OptimizationMethods.BarzilaiBorweinGD — Type

BarzilaiBorweinGD{T} <: AbstractOptimizerData{T}

A structure for storing data about gradient descent using the Barzilai-Borwein step size, and the progress of its application on an optimization problem.

Fields

name:String, name of the solver for reference.
init_stepsize::T, initial step size to start the method.
long_stepsize::Bool, flag for step size; if true, use the long version of Barzilai-Borwein. If false, use the short version.
threshold::T, gradient threshold. If the norm gradient is below this, then iteration stops.
max_iterations::Int64, max number of iterations (gradient steps) taken by the solver.
iter_diff::Vector{T}, a buffer for storing differences between subsequent iterate values that are used for computing the step size
grad_diff::Vector{T}, a buffer for storing differences between gradient values at adjacent iterates, which is used to compute the step size
iter_hist::Vector{Vector{T}}, a history of the iterates. The first entry corresponds to the initial iterate (i.e., at iteration 0). The k+1 entry corresponds to the iterate at iteration k.
grad_val_hist::Vector{T}, a vector for storing max_iterations+1 gradient norm values. The first entry corresponds to iteration 0. The k+1 entry correpsonds to the gradient norm at iteration k.
stop_iteration::Int64, the iteration number that the solver stopped on. The terminal iterate is saved at iter_hist[stop_iteration+1].

Constructors

BarzilaiBorweinGD(::Type{T}; x0::Vector{T}, init_stepsize::T, 
    long_stepsize::Bool, threshold::T, max_iterations::Int) where {T}

Constructs the struct for the Barzilai-Borwein optimization method

Arguments

T::DataType, specific data type used for calculations.

Keyword Arguments

x0::Vector{T}, initial point to start the solver at.
init_stepsize::T, initial step size used for the first iteration.
long_stepsize::Bool, flag for step size; if true, use the long version of Barzilai-Borwein, if false, use the short version.
threshold::T, gradient threshold. If the norm gradient is below this, then iteration is terminated.
max_iterations::Int, max number of iterations (gradient steps) taken by the solver.

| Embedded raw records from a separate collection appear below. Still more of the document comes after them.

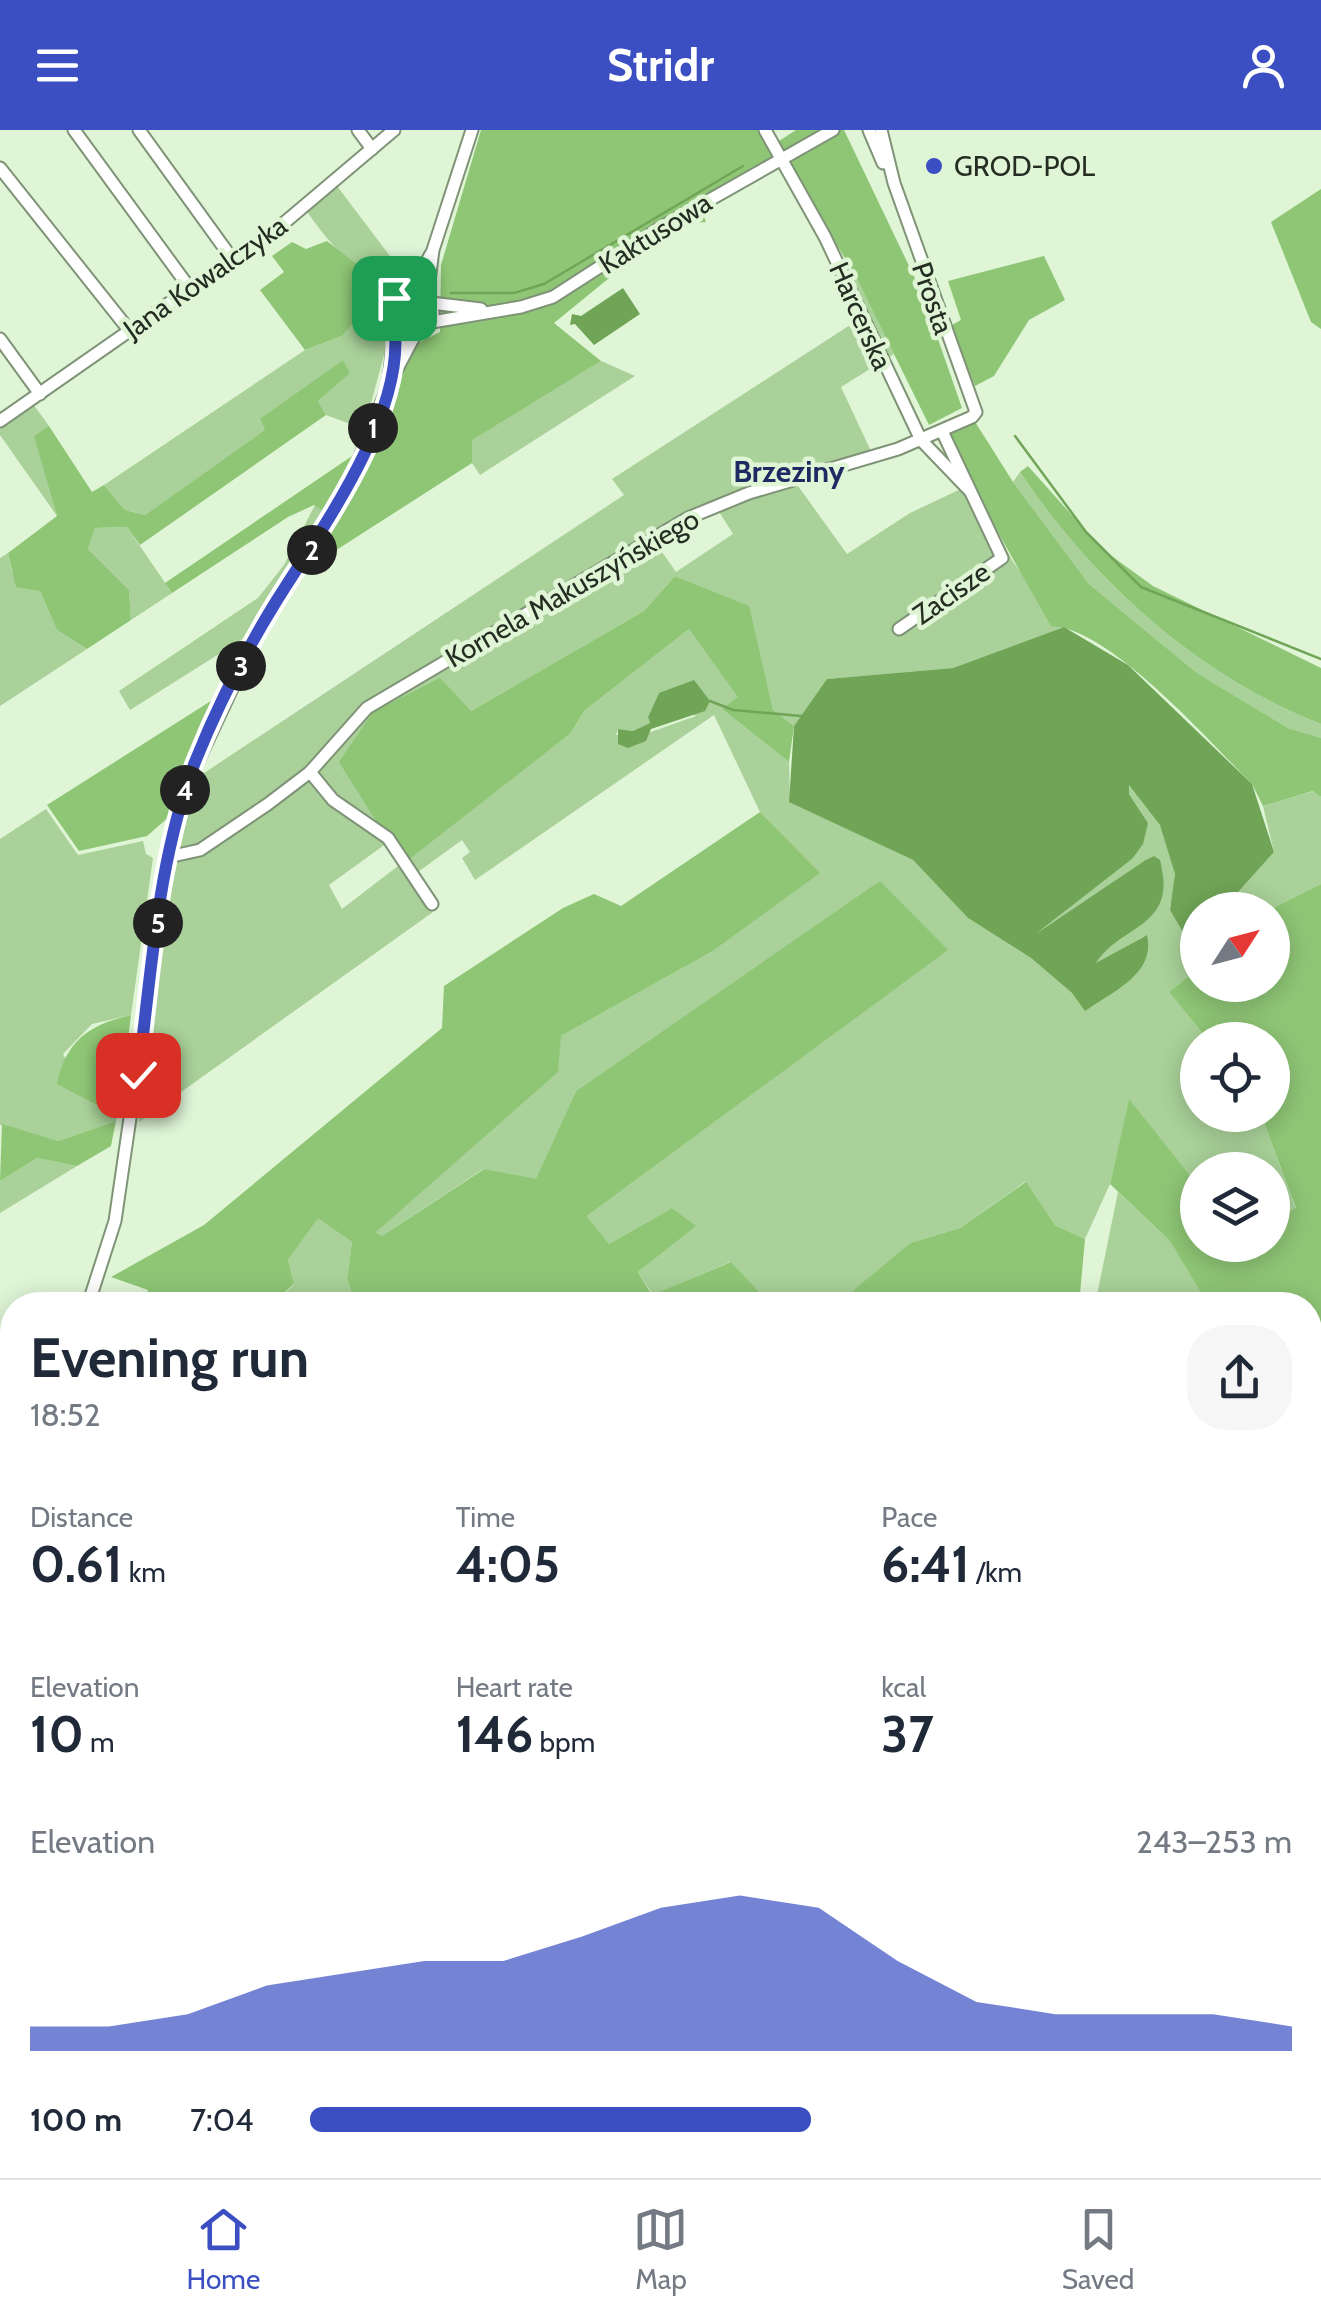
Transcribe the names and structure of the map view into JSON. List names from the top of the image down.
{
  "streets": {
    "street": [
      "Kaktusowa",
      "Jana Kowalczyka",
      "Prosta",
      "Harcerska",
      "Kornela Makuszyńskiego",
      "Zacisze"
    ]
  },
  "crossings": [
    ["Kaktusowa", "Harcerska"],
    ["Prosta", "Kornela Makuszyńskiego"],
    ["Harcerska", "Kornela Makuszyńskiego"],
    ["Harcerska", "Zacisze"]
  ],
  "districts": ["Brzeziny"],
  "places": ["GROD-POL"],
  "north": "top right",
  "page": {
    "header": "Stridr",
    "pins": [
      "1",
      "2",
      "3",
      "4",
      "5"
    ],
    "heading": ["Evening run", "18:52"],
    "stats": [
      ["Distance", "0.61 km"],
      ["Time", "4:05"],
      ["Pace", "6:41 /km"],
      ["Elevation", "10 m"],
      ["Heart rate", "146 bpm"],
      ["kcal", "37"]
    ],
    "chart": ["Elevation", "243–253 m"],
    "list": [
      {
        "name": "100 m",
        "note": "7:04"
      }
    ],
    "tabs": ["Home", "Map", "Saved"]
  }
}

Gradient Descent with Fixed Step Size

OptimizationMethods.fixed_step_gd — Function

fixed_step_gd(optData::FixedStepGD{T}, progData<:AbstractNLPModel{T,S})
    where {T,S}

Implements fixed step-size gradient descent for the desired optimization problem specified by progData.

Method

The iterates are updated according to the procedure

\[x_{k+1} = x_k - \alpha ∇f(x_k),\]

where $\alpha$ is the step size, $f$ is the objective function, and $∇f$ is the gradient function of $f$.

Arguments

optData::FixedStepGD{T}, the specification for the optimization method.
progData<:AbstractNLPModel{T,S}, the specification for the optimization problem.

Warning

progData must have an initialize function that returns subtypes of AbstractPrecompute and AbstractProblemAllocate, where the latter has a grad argument.

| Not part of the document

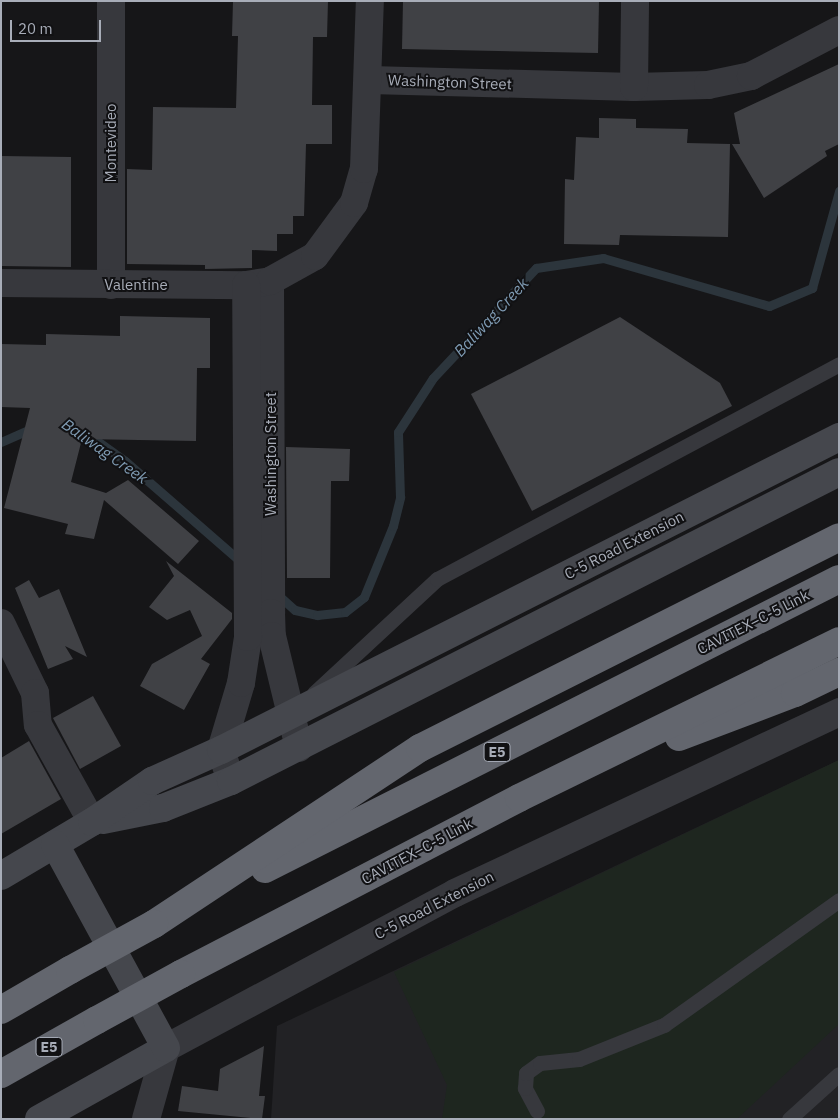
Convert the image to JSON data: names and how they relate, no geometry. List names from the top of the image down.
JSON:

OptimizationMethods.FixedStepGD — Type

FixedStepGD{T} <: AbstractOptimizerData{T}

A structure for storing data about fixed step-size gradient descent, and the progress of its application on an optimization problem.

Fields

name::String, name of the solver for reference
step_size::T, the step-size selection for the optimization procedure
threshold::T, the threshold on the norm of the gradient to induce stopping
max_iterations::Int, the maximum allowed iterations
iter_hist::Vector{Vector{T}}, a history of the iterates. The first entry corresponds to the initial iterate (i.e., at iteration 0). The k+1 entry corresponds to the iterate at iteration k.
grad_val_hist::Vector{T}, a vector for storing max_iterations+1 gradient norm values. The first entry corresponds to iteration 0. The k+1 entry correpsonds to the gradient norm at iteration k
stop_iteration, iteration number that the algorithm stopped at. Iterate number stop_iteration is produced.

Constructors

FixedStepGD(::Type{T}; x0::Vector{T}, step_size::T, threshold::T, 
    max_iterations::Int) where {T}

Constructs the struct for the optimizer.

Arguments

T::DataType, specific data type for the calculations

Keyword Arguments

x0::Vector{T}, the initial iterate for the optimizers
step_size::T, the step size of the optimizer
threshold::T, the threshold on the norm of the gradient to induce stopping
max_iterations::Int, the maximum number of iterations allowed

Lipschitz Approximation (Malitsky & Mishchenko)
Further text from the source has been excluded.